▶ Work to complete:
For each line of the listing that holds "roads", show the full line.

▶ Extracted data:
──────────────────────────────
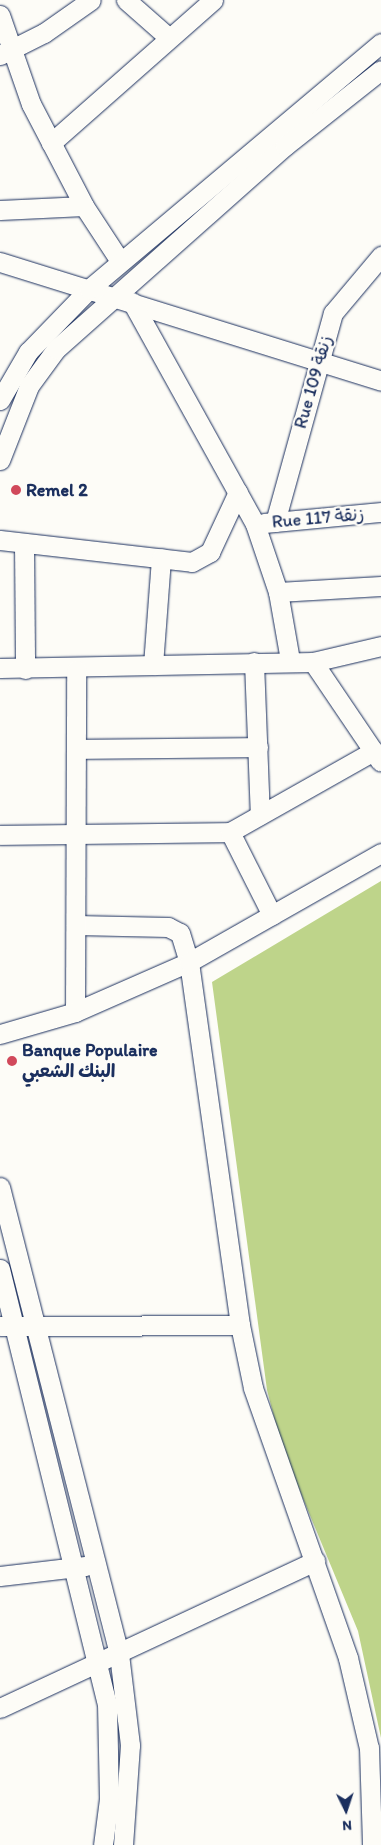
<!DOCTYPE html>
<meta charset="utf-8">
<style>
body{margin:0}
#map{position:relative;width:381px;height:1845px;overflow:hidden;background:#fdfcf7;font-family:Itim,"Playpen Sans Arabic",sans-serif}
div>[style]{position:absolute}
.green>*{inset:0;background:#bed48a}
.roads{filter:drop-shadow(0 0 1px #1b2f5e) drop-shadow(0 0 1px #1b2f5e)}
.street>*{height:19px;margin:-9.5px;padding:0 9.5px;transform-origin:9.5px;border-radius:9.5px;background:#fdfcf7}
.dots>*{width:14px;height:14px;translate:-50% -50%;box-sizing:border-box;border:2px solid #fdfcf7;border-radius:50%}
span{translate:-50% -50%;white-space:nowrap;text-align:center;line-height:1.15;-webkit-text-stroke:4.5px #fdfcf7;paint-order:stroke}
.street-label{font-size:18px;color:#1b2f5e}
.poi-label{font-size:18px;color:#1b2f5e;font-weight:700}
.left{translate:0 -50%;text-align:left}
.north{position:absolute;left:321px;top:1785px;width:50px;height:50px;-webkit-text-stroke:4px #fdfcf7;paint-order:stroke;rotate:176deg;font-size:14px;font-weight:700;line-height:20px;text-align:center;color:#1b2f5e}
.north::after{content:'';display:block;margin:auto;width:18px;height:22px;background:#1b2f5e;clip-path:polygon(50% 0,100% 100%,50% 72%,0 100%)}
</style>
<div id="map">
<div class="green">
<div style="clip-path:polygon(381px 881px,381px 1738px,358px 1631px,282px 1448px,267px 1390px,212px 982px)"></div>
</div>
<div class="roads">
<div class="street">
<div style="left:126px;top:0;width:55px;rotate:41.3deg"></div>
<div style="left:0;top:15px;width:94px;rotate:70.8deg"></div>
<div style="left:31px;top:104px;width:115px;rotate:62.5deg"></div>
<div style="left:84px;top:206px;width:66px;rotate:56.8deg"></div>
<div style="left:0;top:55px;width:49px;rotate:-26.6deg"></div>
<div style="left:44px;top:33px;width:57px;rotate:-35.1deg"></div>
<div style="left:51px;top:143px;width:216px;rotate:-41.4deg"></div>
<div style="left:0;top:210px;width:84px;rotate:-2.7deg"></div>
<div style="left:0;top:262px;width:399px;rotate:17.3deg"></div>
<div style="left:132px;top:302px;width:254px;rotate:61deg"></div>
<div style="left:255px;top:524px;width:72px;rotate:71.3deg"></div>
<div style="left:278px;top:592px;width:69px;rotate:80deg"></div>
<div style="left:0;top:400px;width:56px;rotate:-59.7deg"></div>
<div style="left:28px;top:352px;width:88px;rotate:-45.9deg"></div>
<div style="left:89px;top:289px;width:382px;rotate:-40.1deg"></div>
<div style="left:0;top:460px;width:79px;rotate:-68.6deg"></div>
<div style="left:29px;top:386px;width:46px;rotate:-53.9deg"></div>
<div style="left:56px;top:349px;width:306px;rotate:-41.6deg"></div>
<div style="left:285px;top:146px;width:122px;rotate:-38.4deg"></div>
<div style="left:275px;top:522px;width:217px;rotate:-74.5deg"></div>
<div style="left:333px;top:313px;width:75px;rotate:-49.9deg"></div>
<div style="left:264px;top:523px;width:118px;rotate:-5.4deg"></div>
<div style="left:0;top:540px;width:193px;rotate:6.5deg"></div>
<div style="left:192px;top:562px;width:21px;rotate:-29deg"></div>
<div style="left:210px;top:552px;width:66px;rotate:-65deg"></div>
<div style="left:24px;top:543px;width:126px;rotate:89.5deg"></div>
<div style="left:278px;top:592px;width:103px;rotate:-3.3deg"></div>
<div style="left:254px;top:662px;width:153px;rotate:87.8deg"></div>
<div style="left:313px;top:662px;width:120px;rotate:55.9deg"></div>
<div style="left:153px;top:665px;width:107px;rotate:-85.7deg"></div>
<div style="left:0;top:668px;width:313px;rotate:-1.1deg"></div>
<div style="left:313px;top:662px;width:70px;rotate:-13.2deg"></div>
<div style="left:77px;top:749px;width:181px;rotate:-0.6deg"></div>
<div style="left:230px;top:832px;width:165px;rotate:-29.4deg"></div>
<div style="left:0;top:835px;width:230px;rotate:-0.7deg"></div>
<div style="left:230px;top:832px;width:93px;rotate:63.2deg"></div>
<div style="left:76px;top:925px;width:92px;rotate:1.2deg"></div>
<div style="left:168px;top:927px;width:13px;rotate:27deg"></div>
<div style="left:180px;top:933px;width:30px;rotate:73deg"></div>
<div style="left:189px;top:962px;width:367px;rotate:82deg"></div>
<div style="left:240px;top:1325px;width:64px;rotate:78.3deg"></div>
<div style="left:253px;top:1388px;width:286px;rotate:70.6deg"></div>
<div style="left:348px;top:1658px;width:92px;rotate:76.9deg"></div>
<div style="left:369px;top:1748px;width:97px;rotate:88.2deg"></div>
<div style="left:75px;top:1012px;width:342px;rotate:-89.8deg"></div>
<div style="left:0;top:1034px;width:78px;rotate:-16.3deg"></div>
<div style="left:75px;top:1012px;width:124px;rotate:-23.7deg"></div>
<div style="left:189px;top:962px;width:221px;rotate:-29.6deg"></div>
<div style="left:0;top:1187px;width:482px;rotate:75.7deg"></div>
<div style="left:119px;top:1654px;width:92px;rotate:83.1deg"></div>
<div style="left:130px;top:1745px;width:100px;rotate:94deg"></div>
<div style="left:0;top:1269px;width:447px;rotate:76.2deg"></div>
<div style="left:107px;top:1703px;width:96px;rotate:88.8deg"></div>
<div style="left:109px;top:1799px;width:46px;rotate:97.4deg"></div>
<div style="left:0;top:1326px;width:240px;rotate:-0.2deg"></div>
<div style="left:0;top:1576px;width:86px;rotate:-6.7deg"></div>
<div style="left:0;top:1708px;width:348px;rotate:-25deg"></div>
</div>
</div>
<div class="dots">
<div style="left:16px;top:490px;background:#d1495b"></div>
<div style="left:12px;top:1061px;background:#d1495b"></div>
</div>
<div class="street-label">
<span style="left:313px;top:382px;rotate:-74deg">Rue 109 زنقة</span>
<span style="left:318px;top:518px;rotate:-5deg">Rue 117 زنقة</span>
</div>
<div class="poi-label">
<span class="left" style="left:26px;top:490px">Remel 2</span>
<span class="left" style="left:22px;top:1061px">Banque Populaire<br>البنك الشعبي</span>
</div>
<div class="north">N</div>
</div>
──────────────────────────────
▶ Exercise response:
.roads{filter:drop-shadow(0 0 1px #1b2f5e) drop-shadow(0 0 1px #1b2f5e)}
<div class="roads">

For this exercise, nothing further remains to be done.